Some quick research online reveals that there are people who claim to know Brianna and call into question the truth of the stories she outlines in her book. Is everything she claims about her childhood - or even her present circumstances - completely true? I have no idea. I do know that her stories from her childhood and young adulthood - especially those concerning her family - rival my own stories - stories of which a lot of people would probably have a hard time believing (right down to Brianna's mother making her drink dishwashing detergent for some infraction; my own mother made me drink Ivory Liquid detergent for telling a lie when I was all of seven years old).

In any case, I was drawn in by her utterly violent and dysfunctional upbringing, which resonated with my own childhood memories.

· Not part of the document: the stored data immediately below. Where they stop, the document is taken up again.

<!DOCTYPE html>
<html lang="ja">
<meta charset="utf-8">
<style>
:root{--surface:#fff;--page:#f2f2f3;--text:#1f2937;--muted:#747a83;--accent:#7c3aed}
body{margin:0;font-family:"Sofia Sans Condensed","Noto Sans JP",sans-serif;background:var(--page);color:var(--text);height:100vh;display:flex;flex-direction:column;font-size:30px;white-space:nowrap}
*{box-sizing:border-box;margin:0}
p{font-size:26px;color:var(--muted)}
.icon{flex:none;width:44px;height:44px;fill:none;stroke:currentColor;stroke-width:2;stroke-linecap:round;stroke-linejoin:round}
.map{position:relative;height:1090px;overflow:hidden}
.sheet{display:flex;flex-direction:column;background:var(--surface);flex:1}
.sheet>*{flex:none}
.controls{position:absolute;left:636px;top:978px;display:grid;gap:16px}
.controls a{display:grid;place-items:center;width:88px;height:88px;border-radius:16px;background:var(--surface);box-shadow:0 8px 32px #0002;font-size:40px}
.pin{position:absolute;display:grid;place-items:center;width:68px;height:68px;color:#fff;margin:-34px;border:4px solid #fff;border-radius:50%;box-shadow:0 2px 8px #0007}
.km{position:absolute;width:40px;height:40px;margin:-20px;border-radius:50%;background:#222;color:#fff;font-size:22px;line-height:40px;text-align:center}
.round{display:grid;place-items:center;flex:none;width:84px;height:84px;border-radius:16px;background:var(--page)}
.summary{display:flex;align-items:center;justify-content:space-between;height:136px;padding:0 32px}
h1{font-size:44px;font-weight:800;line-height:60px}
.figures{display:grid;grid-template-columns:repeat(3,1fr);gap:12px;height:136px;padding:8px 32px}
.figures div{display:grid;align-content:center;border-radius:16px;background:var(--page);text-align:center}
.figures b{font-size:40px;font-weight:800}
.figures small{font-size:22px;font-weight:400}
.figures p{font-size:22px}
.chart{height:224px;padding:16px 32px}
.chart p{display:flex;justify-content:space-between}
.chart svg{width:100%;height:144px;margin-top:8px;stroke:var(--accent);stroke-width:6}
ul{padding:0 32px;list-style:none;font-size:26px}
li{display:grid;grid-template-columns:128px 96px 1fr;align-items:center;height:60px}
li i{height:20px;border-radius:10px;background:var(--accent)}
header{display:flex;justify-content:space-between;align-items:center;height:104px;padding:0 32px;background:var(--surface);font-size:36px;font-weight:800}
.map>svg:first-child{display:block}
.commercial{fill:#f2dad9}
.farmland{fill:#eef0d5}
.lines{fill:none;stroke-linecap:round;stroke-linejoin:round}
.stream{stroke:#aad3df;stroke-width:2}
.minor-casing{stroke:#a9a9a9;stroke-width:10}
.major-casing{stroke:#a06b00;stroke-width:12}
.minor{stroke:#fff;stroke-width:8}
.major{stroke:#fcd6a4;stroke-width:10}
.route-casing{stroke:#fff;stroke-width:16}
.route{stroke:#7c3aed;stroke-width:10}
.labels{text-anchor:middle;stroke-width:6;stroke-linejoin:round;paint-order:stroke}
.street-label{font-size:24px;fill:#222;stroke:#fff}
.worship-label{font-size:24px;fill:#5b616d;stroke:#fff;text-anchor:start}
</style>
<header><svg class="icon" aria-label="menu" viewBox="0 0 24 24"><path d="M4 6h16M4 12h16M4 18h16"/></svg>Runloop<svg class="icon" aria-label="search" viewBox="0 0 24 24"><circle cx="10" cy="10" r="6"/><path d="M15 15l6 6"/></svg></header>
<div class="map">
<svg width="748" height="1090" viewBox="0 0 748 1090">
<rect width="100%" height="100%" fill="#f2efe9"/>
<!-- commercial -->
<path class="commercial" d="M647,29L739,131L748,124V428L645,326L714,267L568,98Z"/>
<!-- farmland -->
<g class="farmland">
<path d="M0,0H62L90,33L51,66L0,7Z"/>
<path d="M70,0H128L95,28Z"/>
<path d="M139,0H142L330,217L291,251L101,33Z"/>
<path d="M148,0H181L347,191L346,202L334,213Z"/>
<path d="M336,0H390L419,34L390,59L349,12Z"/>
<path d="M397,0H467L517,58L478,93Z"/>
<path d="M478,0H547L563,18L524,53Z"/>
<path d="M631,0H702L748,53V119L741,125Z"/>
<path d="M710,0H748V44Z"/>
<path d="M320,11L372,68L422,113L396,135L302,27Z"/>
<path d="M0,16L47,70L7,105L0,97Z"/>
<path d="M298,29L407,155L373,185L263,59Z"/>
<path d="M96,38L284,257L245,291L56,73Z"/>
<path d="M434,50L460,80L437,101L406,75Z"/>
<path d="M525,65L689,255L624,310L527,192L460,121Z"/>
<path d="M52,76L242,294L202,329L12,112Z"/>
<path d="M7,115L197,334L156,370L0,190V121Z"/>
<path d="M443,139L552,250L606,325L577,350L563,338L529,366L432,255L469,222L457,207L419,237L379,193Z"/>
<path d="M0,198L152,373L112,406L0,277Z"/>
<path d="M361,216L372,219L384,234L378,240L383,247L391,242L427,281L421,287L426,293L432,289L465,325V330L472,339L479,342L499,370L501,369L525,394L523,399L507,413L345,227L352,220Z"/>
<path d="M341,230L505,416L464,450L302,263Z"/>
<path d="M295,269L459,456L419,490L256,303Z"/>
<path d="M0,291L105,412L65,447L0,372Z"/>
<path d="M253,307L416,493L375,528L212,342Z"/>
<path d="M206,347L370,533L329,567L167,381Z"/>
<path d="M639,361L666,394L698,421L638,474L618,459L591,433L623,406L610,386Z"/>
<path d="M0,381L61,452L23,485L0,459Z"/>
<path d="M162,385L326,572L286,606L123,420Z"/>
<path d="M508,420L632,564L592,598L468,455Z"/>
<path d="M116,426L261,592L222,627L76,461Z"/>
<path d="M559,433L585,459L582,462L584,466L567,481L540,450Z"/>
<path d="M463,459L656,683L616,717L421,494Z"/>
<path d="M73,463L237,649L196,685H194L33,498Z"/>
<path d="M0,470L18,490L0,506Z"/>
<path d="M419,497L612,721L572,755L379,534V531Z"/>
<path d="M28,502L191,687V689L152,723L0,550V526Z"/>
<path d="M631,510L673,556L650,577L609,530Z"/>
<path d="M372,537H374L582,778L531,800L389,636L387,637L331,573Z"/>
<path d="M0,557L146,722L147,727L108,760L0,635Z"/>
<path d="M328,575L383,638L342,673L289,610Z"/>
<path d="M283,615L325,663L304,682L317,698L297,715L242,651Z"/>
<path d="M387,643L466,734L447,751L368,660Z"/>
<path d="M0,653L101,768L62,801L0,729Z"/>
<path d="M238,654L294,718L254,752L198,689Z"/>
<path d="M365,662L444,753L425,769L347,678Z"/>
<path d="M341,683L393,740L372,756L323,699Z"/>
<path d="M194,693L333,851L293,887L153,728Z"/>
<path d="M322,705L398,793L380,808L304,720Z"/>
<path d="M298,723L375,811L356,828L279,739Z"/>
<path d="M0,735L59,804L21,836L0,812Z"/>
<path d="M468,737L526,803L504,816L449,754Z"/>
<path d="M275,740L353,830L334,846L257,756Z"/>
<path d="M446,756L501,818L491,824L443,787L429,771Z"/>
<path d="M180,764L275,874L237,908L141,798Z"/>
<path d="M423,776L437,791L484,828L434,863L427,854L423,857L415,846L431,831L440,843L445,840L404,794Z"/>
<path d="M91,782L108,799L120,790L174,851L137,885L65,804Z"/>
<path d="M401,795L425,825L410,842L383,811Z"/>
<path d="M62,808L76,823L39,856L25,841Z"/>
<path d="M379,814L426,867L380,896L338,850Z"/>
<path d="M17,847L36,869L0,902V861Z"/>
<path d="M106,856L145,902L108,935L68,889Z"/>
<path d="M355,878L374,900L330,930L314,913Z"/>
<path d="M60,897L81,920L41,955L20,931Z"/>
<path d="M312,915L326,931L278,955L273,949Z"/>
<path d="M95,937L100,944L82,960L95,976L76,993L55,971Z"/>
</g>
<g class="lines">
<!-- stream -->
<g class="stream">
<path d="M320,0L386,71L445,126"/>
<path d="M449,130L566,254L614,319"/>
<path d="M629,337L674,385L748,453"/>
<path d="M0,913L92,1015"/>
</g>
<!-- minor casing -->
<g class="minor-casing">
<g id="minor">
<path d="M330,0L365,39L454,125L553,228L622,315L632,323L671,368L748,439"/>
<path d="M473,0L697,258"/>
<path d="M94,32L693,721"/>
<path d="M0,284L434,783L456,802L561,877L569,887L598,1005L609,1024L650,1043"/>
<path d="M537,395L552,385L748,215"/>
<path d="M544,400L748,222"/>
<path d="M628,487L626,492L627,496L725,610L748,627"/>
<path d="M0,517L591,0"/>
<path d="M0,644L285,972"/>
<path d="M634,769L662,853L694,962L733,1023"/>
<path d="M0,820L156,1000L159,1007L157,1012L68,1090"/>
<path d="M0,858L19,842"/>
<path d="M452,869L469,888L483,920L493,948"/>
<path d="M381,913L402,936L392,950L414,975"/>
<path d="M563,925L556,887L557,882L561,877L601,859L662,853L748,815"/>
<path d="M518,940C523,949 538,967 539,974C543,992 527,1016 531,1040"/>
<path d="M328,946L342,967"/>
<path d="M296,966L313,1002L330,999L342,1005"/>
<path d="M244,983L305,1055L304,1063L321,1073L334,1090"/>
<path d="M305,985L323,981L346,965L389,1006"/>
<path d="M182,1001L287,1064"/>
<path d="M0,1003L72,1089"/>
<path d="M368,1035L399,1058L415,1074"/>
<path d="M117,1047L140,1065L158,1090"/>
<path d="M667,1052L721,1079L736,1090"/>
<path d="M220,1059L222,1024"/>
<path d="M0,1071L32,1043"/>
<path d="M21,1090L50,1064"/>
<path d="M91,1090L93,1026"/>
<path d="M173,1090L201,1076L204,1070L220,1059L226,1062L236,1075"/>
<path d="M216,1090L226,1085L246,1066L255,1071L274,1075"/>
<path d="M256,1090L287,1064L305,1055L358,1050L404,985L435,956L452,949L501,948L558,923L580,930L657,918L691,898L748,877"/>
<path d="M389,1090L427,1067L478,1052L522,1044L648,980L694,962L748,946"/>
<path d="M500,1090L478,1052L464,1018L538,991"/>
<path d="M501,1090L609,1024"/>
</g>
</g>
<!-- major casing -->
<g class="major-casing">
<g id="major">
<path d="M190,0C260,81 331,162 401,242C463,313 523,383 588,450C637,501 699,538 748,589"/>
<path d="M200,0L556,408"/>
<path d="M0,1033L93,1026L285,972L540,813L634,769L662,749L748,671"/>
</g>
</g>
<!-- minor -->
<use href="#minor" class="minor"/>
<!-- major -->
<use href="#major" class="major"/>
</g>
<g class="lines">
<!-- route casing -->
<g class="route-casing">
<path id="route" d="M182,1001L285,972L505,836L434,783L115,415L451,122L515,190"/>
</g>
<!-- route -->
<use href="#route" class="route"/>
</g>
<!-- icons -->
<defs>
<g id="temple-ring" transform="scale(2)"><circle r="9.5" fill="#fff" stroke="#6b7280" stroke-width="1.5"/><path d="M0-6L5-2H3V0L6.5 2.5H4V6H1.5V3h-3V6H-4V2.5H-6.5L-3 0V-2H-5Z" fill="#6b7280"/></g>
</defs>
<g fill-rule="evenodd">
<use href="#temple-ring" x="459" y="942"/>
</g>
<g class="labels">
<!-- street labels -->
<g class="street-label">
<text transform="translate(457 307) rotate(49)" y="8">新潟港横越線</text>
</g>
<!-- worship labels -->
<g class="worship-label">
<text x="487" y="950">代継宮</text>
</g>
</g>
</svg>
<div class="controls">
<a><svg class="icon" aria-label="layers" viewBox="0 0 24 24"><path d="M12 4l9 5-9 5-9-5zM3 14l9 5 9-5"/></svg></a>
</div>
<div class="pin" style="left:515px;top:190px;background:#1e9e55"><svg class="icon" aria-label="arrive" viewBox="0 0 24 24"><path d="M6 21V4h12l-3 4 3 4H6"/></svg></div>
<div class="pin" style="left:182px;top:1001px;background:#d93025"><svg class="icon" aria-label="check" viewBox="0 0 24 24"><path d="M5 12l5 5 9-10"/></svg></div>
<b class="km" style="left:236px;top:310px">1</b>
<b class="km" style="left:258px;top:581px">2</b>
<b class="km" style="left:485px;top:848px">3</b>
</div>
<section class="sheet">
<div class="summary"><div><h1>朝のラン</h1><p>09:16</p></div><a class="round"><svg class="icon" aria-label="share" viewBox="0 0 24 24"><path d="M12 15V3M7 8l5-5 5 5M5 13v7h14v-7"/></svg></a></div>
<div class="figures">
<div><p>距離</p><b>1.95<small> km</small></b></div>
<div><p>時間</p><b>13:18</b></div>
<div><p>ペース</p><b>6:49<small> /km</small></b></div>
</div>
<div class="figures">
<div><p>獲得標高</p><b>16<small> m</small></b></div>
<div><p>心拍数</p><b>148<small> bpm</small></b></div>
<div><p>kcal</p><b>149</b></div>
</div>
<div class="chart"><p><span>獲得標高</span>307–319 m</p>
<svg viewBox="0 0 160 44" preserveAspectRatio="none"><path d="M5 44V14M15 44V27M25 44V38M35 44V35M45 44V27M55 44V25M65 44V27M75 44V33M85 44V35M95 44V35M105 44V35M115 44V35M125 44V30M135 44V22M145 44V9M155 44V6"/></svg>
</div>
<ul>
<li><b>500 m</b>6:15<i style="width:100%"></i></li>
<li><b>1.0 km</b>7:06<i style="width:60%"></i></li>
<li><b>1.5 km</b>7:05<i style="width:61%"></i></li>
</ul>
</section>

The main reason I bought this book in the first place, though, is that her story takes place right in my city. She grew up in the town where I live, attended high school right down the street, and set up camp as a homeless person in the parking lot of the Walmart I've shopped at hundreds of times. It was a little surreal reading about places so close by and familiar to me.

She brings to light the plight of the homeless person and attempts to break down stereotypes, preconceived notions, misconceptions and prejudices towards the homeless, reminding us that we on the outside of homelessness have no idea what each homeless person's story is, and to make sweeping assumptions is wrong. She also illustrates how easy it can be for someone to lose everything, especially if they have little to begin with. Perhaps fewer of us are immune than we imagine.

If the book remained focused on this topic, it would be a better book. I enjoyed reading about her resourcefulness and ingenuity, and her outspokenness about prejudice against the homeless. Unfortunately, it strays off course about halfway through and becomes focused on her love affair with the man she meets over the internet - a love affair that, I think, anyone older and wiser can see from the beginning is doomed. Her writing is gritty and real - and definitely the voice you would expect from a street-wise yet somewhat naive and immature twenty-something girl.

It's a quick read, and worth it, I think, for the sake of making the reader think about homelessness.